怜儿寸步不移的守在他的床边,一直絮絮叨叨的同他说着和他一起的往昔,水慕儿几次劝她吃饭,她都不肯动,也就是在这时,水慕儿这才知晓了事情的整个始末。

“这般说,早前那些日子和我们一起的人都不是蝶儿?”回房的路上,水慕儿忍不住出声,从来没想到的是,敏格公主的演技竟然可以那般好,蒙骗了所有人的眼睛。

“其实她也不是没有破绽,只是一直,我不愿意去怀疑她罢了!”萧凤鸣淡淡叹了口气看向水慕儿,“别想了,他们的事自有他们自己去解决,如人饮水,冷暖自知。”

水慕儿点了点头,萧凤鸣揽了她亲了下她的额头,二人这才进了自己的房间。

一晃,登基的日子便到了,几乎是天未亮,宫里已经来了好些人服侍起萧凤鸣来,水慕儿继续躺在床上昏睡,可是一大批人却绕过萧凤鸣来到她的床前道:“娘娘,奴婢们服侍你更衣。”
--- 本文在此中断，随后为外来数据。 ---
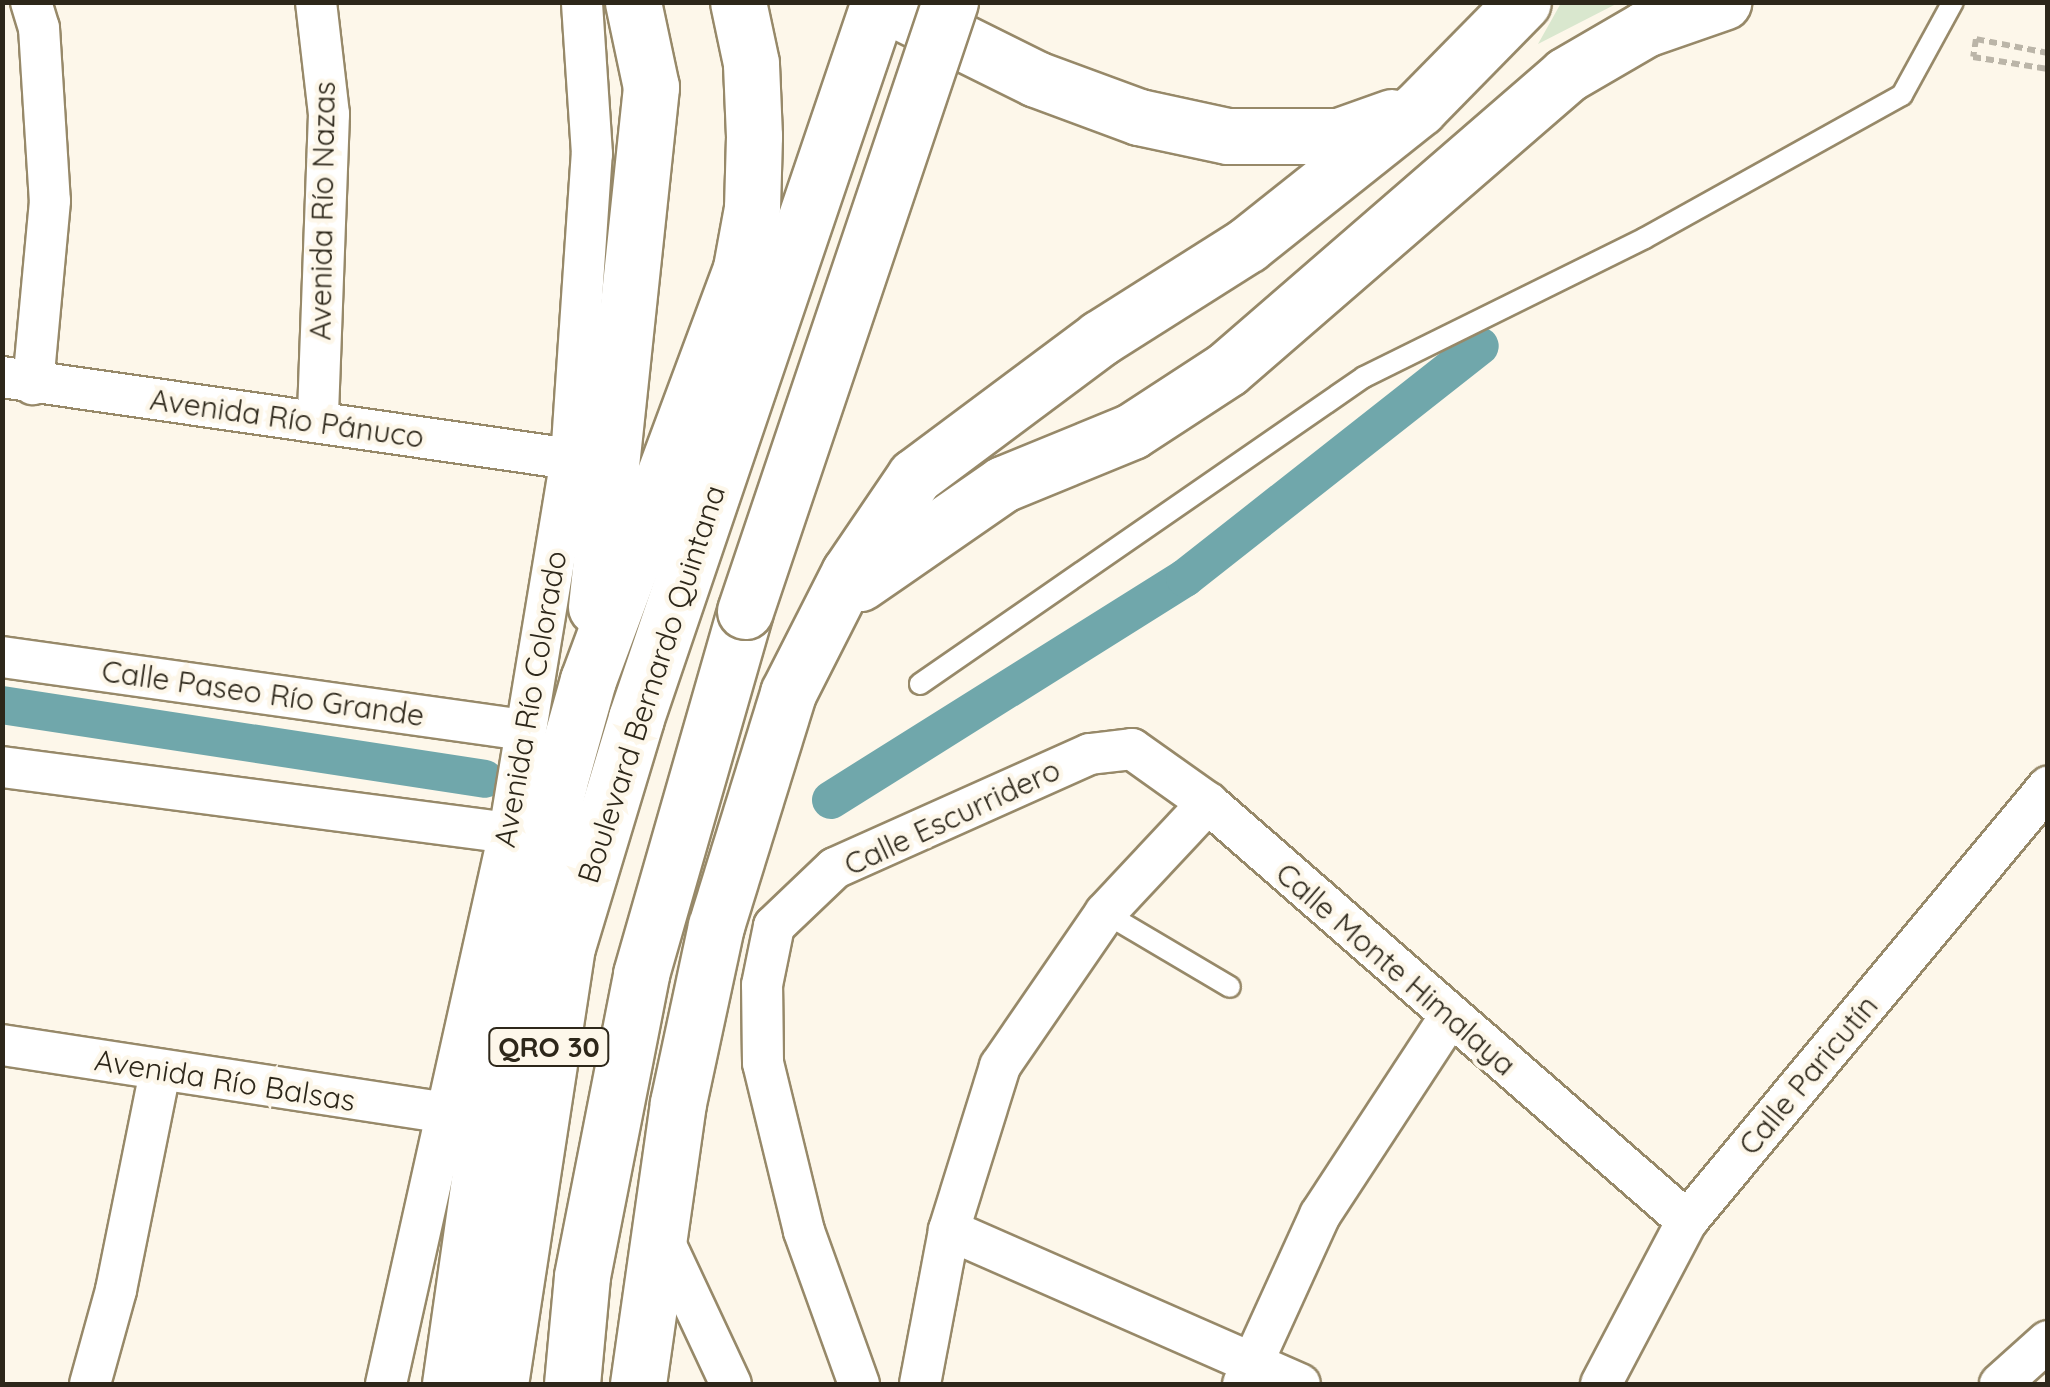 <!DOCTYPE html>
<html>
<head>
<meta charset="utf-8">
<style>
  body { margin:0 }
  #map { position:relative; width:2050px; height:1387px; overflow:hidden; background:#fdf7ea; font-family:Quicksand,sans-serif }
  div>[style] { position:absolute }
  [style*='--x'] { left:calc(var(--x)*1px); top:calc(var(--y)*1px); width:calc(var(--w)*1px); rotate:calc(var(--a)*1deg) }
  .green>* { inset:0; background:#d9e7ce }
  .canal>* { height:38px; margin:-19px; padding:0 19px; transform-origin:19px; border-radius:19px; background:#70a7ab }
  .path>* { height:6px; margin-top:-3px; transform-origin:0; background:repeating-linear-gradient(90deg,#bbb5a8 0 8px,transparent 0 13px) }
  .roads { filter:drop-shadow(2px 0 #978969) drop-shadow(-2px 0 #978969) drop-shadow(0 2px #978969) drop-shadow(0 -2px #978969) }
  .lane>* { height:20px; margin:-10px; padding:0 10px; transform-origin:10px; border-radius:10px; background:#fff }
  .street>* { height:40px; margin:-20px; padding:0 20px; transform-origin:20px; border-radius:20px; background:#fff }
  .highway>* { height:55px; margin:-27.5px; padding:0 27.5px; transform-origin:27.5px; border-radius:27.5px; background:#fff }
  .bridges { filter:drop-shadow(2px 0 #978969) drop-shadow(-2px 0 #978969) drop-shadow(0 2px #978969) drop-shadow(0 -2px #978969) }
  .highway-bridge>* { height:55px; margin:-27.5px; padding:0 27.5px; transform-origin:27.5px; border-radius:27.5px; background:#fff }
  span { translate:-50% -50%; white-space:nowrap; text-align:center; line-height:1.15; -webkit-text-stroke:9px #fdf7ea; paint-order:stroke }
  .shield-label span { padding:2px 8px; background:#fdf7ea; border:2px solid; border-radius:8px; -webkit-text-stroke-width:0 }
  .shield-label { font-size:28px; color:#2d271a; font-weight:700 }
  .street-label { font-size:30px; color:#2d271a }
  .frame { position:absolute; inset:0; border:5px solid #2d271a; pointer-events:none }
</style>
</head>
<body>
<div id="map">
  <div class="green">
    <i style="clip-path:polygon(1561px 3px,1561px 2px,1618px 3px,1538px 44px)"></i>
  </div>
  <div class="canal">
    <i style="--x:2;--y:705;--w:488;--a:8.7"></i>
    <i style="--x:831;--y:800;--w:418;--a:-32.1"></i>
    <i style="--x:1185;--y:578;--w:375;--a:-38.2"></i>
  </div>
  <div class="path">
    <i style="--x:2048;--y:53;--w:73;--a:-169"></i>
    <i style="--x:1976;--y:39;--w:18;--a:99"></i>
    <i style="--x:1973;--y:57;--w:76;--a:9.1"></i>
  </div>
  <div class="roads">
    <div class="lane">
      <i style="--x:920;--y:684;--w:540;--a:-34.66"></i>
      <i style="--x:1364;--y:377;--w:313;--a:-26.3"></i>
      <i style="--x:1645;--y:238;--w:294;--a:-29.1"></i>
      <i style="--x:1902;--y:95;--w:106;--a:-61.3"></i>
      <i style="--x:1105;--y:913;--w:145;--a:30.6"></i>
    </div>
    <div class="street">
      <i style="--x:31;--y:2;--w:27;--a:73"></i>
      <i style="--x:39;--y:28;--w:173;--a:86.4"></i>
      <i style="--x:50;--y:201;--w:184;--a:95.3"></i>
      <i style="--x:316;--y:2;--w:113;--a:83.4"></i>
      <i style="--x:329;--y:114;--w:305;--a:92.1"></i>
      <i style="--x:2;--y:377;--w:575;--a:8.2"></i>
      <i style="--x:2;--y:657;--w:527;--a:7.96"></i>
      <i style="--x:2;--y:767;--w:511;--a:7.42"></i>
      <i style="--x:2;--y:1045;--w:450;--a:8.7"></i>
      <i style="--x:949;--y:1230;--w:383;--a:23.7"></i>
      <i style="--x:663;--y:1239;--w:160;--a:64.9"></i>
      <i style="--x:90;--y:1384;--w:98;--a:-74.5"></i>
      <i style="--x:116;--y:1290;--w:223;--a:-78.6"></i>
      <i style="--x:386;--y:1384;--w:565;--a:-77.42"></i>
      <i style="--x:509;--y:833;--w:379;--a:-80.6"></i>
      <i style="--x:571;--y:459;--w:306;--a:-86.1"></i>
      <i style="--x:592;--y:154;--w:152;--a:-93.8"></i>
      <i style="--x:859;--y:1384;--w:163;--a:-109.8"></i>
      <i style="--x:804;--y:1231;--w:173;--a:-103.7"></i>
      <i style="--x:763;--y:1063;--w:78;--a:-90.7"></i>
      <i style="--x:762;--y:985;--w:60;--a:-78.5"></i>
      <i style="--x:774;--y:926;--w:84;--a:-43.6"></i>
      <i style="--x:835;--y:868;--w:279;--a:-24.1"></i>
      <i style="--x:1090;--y:754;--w:42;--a:-6.8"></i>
      <i style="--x:1132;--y:749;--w:93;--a:35.4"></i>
      <i style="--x:1208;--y:803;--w:636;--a:41.11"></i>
      <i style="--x:920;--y:1384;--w:157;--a:-79.3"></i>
      <i style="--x:949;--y:1230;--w:172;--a:-72.7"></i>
      <i style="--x:1000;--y:1066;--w:186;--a:-55.5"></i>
      <i style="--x:1105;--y:913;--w:151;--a:-46.9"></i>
      <i style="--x:1243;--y:1384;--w:186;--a:-65.5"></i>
      <i style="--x:1320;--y:1215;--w:235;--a:-56.8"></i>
      <i style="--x:1601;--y:1384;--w:184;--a:-62.2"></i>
      <i style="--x:1687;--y:1221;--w:565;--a:-50.25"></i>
      <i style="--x:2000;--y:1384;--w:64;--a:-41.9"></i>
    </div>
    <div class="highway">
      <i style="--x:897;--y:10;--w:155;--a:26.4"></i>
      <i style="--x:1036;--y:79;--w:110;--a:20.3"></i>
      <i style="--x:1139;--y:117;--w:91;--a:12.1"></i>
      <i style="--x:1228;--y:136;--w:111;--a:0"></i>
      <i style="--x:1339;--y:136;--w:56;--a:-19.7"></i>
      <i style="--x:860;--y:583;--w:174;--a:-34.7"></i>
      <i style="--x:1003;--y:484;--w:139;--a:-22.3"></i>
      <i style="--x:1132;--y:431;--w:113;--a:-33.1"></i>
      <i style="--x:1227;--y:369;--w:449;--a:-40.9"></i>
      <i style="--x:1566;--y:75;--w:91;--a:-30.2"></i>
      <i style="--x:1645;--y:29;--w:83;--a:-19.1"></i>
      <i style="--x:596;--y:607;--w:523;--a:-83.96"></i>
      <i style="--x:651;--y:87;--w:87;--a:-102"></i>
      <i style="--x:450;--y:1384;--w:361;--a:-81.9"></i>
      <i style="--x:501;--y:1027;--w:251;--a:-76.6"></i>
      <i style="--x:559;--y:783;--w:107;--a:-74.3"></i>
      <i style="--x:588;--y:680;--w:439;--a:-69.6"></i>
      <i style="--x:741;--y:268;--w:61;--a:-79.6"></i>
      <i style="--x:752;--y:208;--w:72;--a:-88.4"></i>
      <i style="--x:754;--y:136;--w:73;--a:-92.4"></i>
      <i style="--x:751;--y:63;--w:62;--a:-102"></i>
      <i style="--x:500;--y:1384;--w:442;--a:-81.3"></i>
      <i style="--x:567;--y:947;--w:239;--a:-73.2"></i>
      <i style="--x:636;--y:718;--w:756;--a:-71.25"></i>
      <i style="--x:572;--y:1384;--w:108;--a:-84.7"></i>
      <i style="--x:582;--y:1276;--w:308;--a:-78.9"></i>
      <i style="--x:641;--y:974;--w:378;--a:-74"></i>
      <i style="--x:638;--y:1384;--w:284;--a:-81.9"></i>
      <i style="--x:678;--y:1103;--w:181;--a:-77.9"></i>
      <i style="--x:716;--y:926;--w:244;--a:-72.8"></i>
      <i style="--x:788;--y:693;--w:135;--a:-63.1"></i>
      <i style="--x:849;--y:573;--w:117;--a:-55.8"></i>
      <i style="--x:915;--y:476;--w:231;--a:-36.7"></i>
      <i style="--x:1100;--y:338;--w:174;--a:-32.3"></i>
      <i style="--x:1247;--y:245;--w:220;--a:-38.5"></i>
      <i style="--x:1419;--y:108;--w:148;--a:-45.5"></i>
    </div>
  </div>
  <div class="bridges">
    <div class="highway-bridge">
      <i style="--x:745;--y:611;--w:643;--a:-71.4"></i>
    </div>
  </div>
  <div class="shield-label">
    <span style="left:549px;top:1047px">QRO 30</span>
  </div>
  <div class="street-label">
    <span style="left:322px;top:211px;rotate:-89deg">Avenida Río Nazas</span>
    <span style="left:287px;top:418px;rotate:8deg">Avenida Río Pánuco</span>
    <span style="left:651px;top:684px;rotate:-72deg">Boulevard Bernardo Quintana</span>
    <span style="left:263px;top:693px;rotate:8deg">Calle Paseo Río Grande</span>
    <span style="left:530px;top:699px;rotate:-80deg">Avenida Río Colorado</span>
    <span style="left:952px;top:817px;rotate:-25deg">Calle Escurridero</span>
    <span style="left:1396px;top:969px;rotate:41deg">Calle Monte Himalaya</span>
    <span style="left:1808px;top:1075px;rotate:-50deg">Calle Paricutín</span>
    <span style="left:225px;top:1080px;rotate:9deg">Avenida Río Balsas</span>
  </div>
  <div class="frame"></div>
</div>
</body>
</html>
尚在半睡半醒间的水慕儿,闻言一下子惊醒,她探了半个脑袋看向被众人围在中央穿戴的萧凤鸣:“我也要穿吗?”

萧凤鸣闻言勾了勾唇:“自然,你是我的妻子,一国之后,我的身边怎可少了你!”

水慕儿听到那一国之后四个字,只觉得脑袋嗡嗡的转:“那凌如雁怎么办?”

“她?”萧凤鸣张开手仍由宫人为他系腰带,“我给了她选择,要么离开王府,要么就做一个普通的妃子,但她选择了后者!”

“娘娘,若再不更衣,恐怕要误了及时了!”旁边托着衣服的宫人在提醒,萧凤鸣看她还傻愣愣的呆在床上,索性从众人中间走了出来来到床边。

“你们都下去吧,娘娘这里朕来就好!”

众人面面相觑,半响只得依言退了出去。

水慕儿刚想问为何屏退左右,便只见了萧凤鸣大手一挥那帷幔便随了他的动作散开,随即他双手一捞便将水慕儿抱了个满怀:“我来服侍娘子更衣!”